Still Life With Hemingway
The phone rings at six-thirty in the morning. It’s Kat’s usual hour of artistic crisis. Especially since Daddy’s heart attack. Which is why I answer the way I do.
“WHAT’S WRONG?” I have the phone in my left hand, to my ear. My blow dryer in my right hand, blasting hot air, tangling my damp, mousy hair, making it even more unruly than usual. I get to see this disaster in a round mirror with a border of crowns sandblasted around the edge. Mom hung it up in my room when I was ten. To encourage me to groom like a princess. My sisters got a mirror just like it at the same time, in the room they shared. They have since graduated to other rooms and more grown-up mirrors. While I, at the tender age of 29, am sitting on my pink chenille-covered single bed in my childhood room. I’m trying to style my hair like Princess Diana. But in my white terry bathrobe I look more like a Princess Cruise liner than royalty.

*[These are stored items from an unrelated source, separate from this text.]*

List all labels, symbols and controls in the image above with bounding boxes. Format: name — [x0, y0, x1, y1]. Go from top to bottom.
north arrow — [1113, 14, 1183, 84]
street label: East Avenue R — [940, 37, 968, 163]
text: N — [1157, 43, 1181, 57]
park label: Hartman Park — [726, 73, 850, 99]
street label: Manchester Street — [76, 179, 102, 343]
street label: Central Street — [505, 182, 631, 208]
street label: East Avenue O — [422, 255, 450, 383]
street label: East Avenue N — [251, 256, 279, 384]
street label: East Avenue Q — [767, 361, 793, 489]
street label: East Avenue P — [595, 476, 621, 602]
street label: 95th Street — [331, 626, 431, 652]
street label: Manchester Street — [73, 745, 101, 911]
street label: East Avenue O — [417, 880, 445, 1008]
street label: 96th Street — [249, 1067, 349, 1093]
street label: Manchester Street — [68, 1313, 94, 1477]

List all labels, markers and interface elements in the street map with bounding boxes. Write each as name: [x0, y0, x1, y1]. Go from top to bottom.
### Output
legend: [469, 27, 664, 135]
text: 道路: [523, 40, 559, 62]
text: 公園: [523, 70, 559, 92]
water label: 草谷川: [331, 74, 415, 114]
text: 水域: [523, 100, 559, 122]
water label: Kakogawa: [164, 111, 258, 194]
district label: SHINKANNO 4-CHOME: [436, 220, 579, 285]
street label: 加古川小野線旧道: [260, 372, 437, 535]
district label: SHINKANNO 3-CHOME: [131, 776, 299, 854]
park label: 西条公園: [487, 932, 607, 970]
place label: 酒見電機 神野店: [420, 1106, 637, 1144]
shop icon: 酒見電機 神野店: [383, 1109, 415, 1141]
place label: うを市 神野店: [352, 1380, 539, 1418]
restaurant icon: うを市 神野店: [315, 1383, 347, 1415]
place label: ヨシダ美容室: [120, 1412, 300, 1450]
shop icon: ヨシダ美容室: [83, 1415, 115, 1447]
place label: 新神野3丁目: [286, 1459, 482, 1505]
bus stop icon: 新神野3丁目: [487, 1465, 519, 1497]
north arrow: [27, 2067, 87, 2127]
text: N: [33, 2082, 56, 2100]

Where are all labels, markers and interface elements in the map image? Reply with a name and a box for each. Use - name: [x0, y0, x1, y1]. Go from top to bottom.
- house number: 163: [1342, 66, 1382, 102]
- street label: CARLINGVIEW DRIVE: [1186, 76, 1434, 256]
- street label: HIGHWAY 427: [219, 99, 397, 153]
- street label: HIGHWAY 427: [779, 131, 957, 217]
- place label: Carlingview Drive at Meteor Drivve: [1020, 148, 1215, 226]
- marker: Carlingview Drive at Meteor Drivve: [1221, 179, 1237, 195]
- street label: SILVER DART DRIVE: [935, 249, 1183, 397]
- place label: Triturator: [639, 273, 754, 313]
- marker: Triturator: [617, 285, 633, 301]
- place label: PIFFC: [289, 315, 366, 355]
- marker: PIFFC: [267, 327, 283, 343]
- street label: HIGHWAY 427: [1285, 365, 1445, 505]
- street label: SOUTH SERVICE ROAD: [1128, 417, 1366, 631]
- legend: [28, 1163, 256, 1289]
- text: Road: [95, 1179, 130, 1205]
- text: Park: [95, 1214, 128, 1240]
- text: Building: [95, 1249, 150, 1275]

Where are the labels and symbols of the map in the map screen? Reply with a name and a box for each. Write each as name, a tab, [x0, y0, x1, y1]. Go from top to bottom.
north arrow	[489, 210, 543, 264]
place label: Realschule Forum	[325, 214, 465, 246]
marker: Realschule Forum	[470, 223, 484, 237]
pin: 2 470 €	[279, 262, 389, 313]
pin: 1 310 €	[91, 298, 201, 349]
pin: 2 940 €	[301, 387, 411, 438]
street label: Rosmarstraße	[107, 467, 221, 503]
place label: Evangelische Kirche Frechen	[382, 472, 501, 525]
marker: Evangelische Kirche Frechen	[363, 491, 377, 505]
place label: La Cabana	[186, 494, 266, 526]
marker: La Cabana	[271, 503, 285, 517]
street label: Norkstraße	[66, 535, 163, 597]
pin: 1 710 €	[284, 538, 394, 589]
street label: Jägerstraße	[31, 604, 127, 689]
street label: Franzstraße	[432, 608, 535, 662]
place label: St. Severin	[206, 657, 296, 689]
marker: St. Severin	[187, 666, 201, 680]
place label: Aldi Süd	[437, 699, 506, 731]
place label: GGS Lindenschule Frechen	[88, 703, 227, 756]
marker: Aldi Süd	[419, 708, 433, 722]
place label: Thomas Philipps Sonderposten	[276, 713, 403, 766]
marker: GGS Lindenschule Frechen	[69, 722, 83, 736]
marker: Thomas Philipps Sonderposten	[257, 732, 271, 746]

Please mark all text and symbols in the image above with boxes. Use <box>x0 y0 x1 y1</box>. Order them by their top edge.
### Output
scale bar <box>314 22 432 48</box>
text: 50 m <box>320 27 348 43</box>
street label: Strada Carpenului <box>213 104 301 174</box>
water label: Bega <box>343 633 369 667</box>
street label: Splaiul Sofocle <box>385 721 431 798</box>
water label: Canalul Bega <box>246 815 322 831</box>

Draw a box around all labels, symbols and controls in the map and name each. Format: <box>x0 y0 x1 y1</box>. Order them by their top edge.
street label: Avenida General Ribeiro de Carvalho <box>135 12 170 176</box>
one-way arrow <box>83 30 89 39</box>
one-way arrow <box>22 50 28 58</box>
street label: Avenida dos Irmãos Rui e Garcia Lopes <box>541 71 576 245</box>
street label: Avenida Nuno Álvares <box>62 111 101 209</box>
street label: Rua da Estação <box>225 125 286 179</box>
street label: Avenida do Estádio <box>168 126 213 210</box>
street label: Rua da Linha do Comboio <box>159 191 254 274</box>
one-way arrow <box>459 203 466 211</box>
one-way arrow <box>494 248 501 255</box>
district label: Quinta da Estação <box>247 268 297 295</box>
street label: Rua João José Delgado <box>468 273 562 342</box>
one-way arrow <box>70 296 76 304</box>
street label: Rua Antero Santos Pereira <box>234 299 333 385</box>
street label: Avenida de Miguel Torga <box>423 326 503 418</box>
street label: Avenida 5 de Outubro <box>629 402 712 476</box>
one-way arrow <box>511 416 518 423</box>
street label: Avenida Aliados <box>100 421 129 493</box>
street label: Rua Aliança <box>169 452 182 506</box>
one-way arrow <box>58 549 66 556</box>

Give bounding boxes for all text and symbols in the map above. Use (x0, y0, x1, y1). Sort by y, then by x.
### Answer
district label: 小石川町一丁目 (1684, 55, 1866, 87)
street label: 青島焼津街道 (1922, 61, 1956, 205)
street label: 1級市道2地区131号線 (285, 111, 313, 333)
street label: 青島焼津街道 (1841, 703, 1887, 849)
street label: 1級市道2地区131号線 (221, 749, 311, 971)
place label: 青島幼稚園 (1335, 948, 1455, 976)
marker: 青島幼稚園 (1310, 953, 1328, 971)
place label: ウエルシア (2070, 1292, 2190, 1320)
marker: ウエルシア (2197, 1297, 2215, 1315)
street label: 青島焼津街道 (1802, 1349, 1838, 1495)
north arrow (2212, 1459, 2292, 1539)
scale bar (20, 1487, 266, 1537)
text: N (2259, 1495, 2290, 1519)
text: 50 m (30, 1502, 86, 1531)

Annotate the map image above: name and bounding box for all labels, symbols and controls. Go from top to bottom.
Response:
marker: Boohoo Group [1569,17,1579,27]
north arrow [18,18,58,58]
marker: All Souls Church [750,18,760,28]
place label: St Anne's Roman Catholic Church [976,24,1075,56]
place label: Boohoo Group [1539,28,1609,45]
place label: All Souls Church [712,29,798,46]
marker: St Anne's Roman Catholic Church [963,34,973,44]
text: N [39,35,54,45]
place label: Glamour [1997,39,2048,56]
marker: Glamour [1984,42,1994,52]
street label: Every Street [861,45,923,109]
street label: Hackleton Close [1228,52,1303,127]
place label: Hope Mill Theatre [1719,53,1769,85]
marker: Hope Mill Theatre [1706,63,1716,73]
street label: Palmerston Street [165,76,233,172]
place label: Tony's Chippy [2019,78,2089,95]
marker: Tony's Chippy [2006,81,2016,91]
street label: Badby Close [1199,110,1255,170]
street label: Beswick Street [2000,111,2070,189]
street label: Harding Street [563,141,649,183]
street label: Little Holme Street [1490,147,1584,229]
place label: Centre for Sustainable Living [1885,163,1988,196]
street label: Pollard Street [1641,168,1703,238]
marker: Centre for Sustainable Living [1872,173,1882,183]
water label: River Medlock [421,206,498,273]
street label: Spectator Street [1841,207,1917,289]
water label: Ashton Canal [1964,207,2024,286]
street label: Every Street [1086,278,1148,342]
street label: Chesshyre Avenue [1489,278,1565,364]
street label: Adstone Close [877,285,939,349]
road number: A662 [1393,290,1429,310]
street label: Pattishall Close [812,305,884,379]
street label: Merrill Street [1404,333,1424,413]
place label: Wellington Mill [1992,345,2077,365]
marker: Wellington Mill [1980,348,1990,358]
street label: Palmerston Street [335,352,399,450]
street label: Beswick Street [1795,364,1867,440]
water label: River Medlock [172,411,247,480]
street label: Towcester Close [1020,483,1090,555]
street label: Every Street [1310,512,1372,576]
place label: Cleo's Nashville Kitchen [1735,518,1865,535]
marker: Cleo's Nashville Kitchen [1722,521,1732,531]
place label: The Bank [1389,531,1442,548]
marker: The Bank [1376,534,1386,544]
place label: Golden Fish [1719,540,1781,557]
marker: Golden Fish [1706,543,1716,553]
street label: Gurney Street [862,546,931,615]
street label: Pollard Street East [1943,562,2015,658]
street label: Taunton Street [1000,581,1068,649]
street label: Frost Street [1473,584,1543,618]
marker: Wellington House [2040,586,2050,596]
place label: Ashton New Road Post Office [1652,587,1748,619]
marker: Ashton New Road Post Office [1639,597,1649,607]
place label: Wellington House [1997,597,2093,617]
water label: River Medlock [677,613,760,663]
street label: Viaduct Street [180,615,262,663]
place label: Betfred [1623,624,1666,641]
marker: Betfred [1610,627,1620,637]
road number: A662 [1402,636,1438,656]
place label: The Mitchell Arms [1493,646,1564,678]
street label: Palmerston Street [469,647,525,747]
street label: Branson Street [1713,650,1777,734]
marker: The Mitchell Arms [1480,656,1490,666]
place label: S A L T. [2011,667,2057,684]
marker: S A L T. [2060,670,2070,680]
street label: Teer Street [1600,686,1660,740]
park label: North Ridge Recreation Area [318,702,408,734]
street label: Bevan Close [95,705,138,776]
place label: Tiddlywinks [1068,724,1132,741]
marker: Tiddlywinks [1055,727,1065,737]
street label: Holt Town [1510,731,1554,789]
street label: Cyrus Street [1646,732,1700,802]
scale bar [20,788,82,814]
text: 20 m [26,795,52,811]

This is Mom’s fantasy. To keep me tied to this childhood bedroom. Under her Medusa power. Except the spell has misfired. And now we are both turned to stone. Locked together. And the spell that holds me here came from my own lips when I was a toddler. She reminds me of this every time I try to talk to her about the future.
The phone is silent in my hand. I switch off the blow dryer. Tap the volume off on my clock-radio. Queen’s Radio Gaga goes silent.
“Hello?” I shout.
An unknown voice answers. At this hour.
“Nothing’s wrong.” I can hear her smile at the other end.
“Can I help you?” I ask.
“I hope so. Is this Coleen Ivey?”
“Yes.”
“Your sister gave me your number. She said this was a good time to reach you.”
“Which sister?”
“Katharine Ivey.”
“Oh.” This hour – still night in wintry February – this hour is the magic junction between Kat’s habitual time for going to bed and mine for getting ready for work. This is when Kat clears her mind of any terrors or accidents or puzzles that happen to bombard her brain while the rest of us have been sleeping. More often than not, she speaks in disjointed phrases or single words. For just over a year now, since our father died, she has taken to calling me at this hour. Bypassing her husband. She simply empties her brain into my ear. It’s her way of sifting through ideas. So I tolerate her morning calls. It’s my duty.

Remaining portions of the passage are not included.